There are not many things that would make pupils voluntarily turn up to school early. But every Tuesday, at Honilands Primary School in Enfield, north London, scores of children do exactly that.
They come for the newspaper club, run by teacher John Gilbert - and the publication they read and discuss each week is i. No fewer than 138 children turned up last week, when i paid a surprise visit to the school, located on a housing estate just inside the M25. Some already had their paper; others presented Mr Gilbert with their 30p for a copy.
Older children arrived holding the hands of five- and six-year-old siblings, and read out loud to them. One girl, aged eight, seemed to be doing well on the puzzles page. A few discussed the football or class gossip rather than the day's news, but most had their heads in their papers, or asked Mr Gilbert questions.

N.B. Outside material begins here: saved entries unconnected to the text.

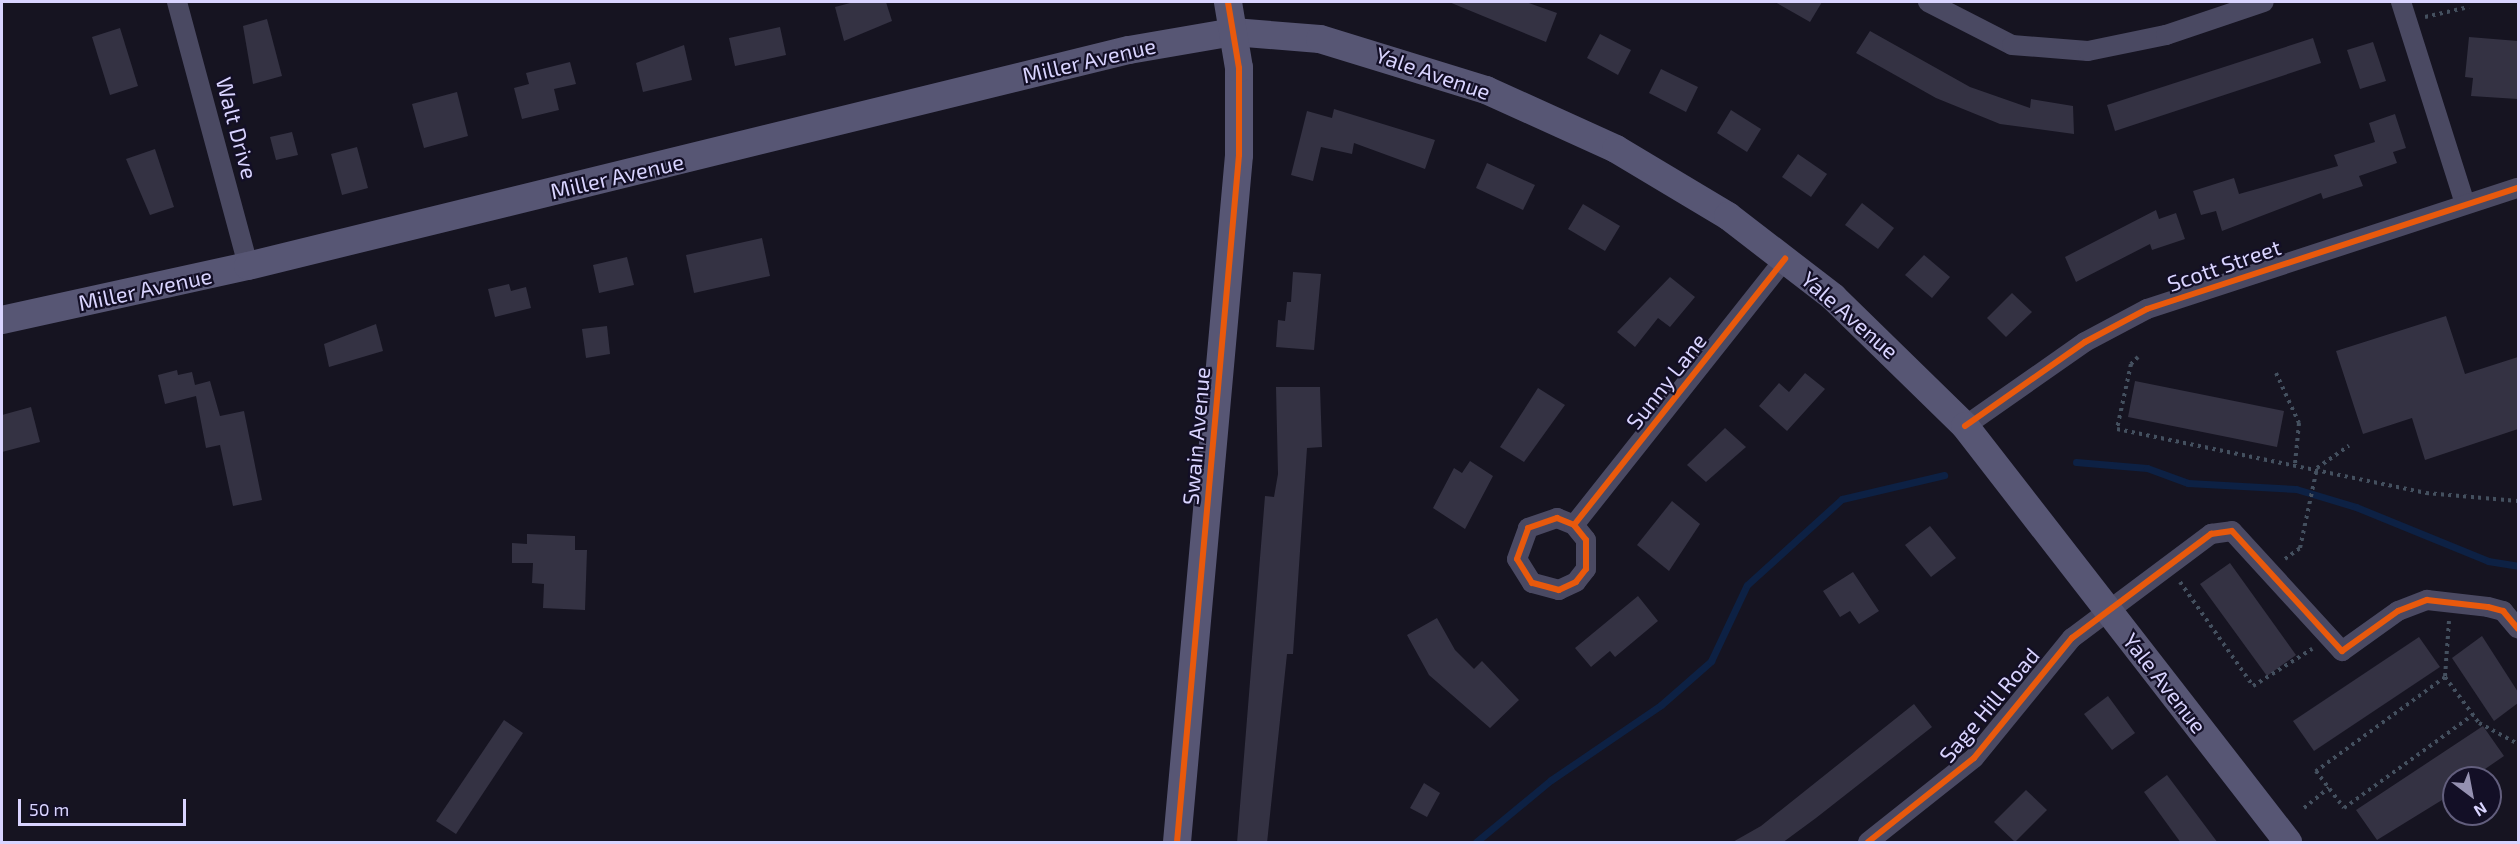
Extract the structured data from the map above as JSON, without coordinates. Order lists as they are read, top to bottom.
{
  "streets": {
    "main road": ["Miller Avenue", "Yale Avenue", "Swain Avenue"],
    "street": [
      "Walt Drive",
      "Scott Street",
      "Sunny Lane",
      "Sage Hill Road"
    ]
  },
  "crossings": [
    ["Miller Avenue", "Yale Avenue"],
    ["Miller Avenue", "Walt Drive"],
    ["Miller Avenue", "Swain Avenue"],
    ["Yale Avenue", "Scott Street"],
    ["Yale Avenue", "Sunny Lane"],
    ["Yale Avenue", "Swain Avenue"],
    ["Yale Avenue", "Sage Hill Road"]
  ],
  "scale_bar": "50 m",
  "north": "bottom right"
}
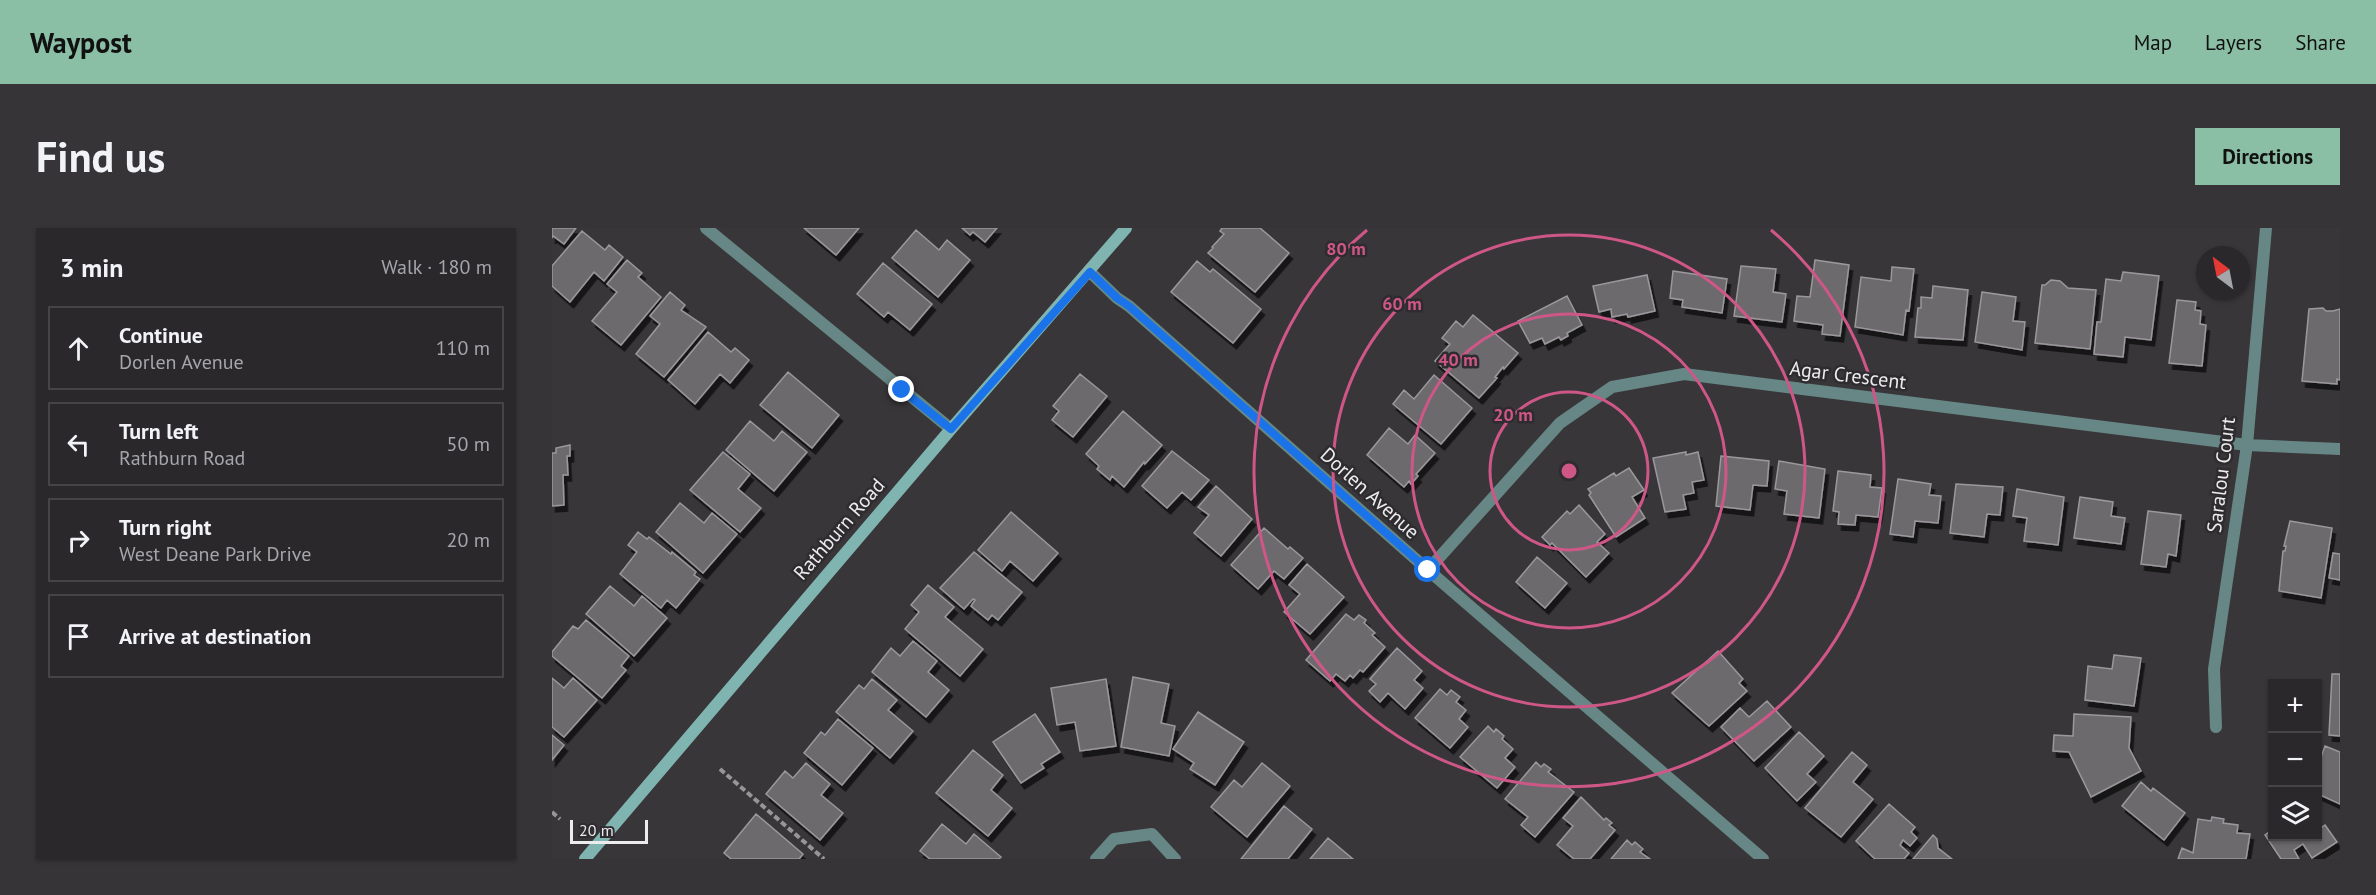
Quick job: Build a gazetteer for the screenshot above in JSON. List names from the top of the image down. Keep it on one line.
{"streets":{"street":["Agar Crescent","Saralou Court","Dorlen Avenue","Rathburn Road"]},"crossings":[["Agar Crescent","Saralou Court"],["Agar Crescent","Dorlen Avenue"],["Dorlen Avenue","Rathburn Road"]],"scale_bar":"20 m","north":"top left","page":{"header":"Waypost","nav":["Map","Layers","Share"],"buttons":"Directions","title":"Find us","heading":["3 min","Walk · 180 m"],"list":[["Continue","Dorlen Avenue","110 m"],["Turn left","Rathburn Road","50 m"],["Turn right","West Deane Park Drive","20 m"],"Arrive at destination"],"map_buttons":["+","−"],"scale":"20 m"},"rings":["80 m","60 m","40 m","20 m"]}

Mr Gilbert's aim is to expand the pupils' horizons. Although the Honilands intake is drawn from a wide range of ethnic backgrounds, many of the children i spoke to had not visited places in central London that featured in that day's paper, let alone those on the Panorama page. But there was a world map projected in the hall, and they were looking up to see where those places were.
Mr Gilbert told them that if they could speak about the world outside Enfield (knowing, for example, that Angela Merkel is the Chancellor of Germany rather than a member of a girl band): "You will be memorable, not forgettable."
Mr Gilbert, a bow-tie-wearing peripatetic teacher who also works in Poland and Uganda, runs i newspaper clubs and inter-school debates in several schools in London and the South-east. His enthusiasm for newspapers, and i in particular, as a means of teaching current affairs, literacy, geography, arts and more is infectious.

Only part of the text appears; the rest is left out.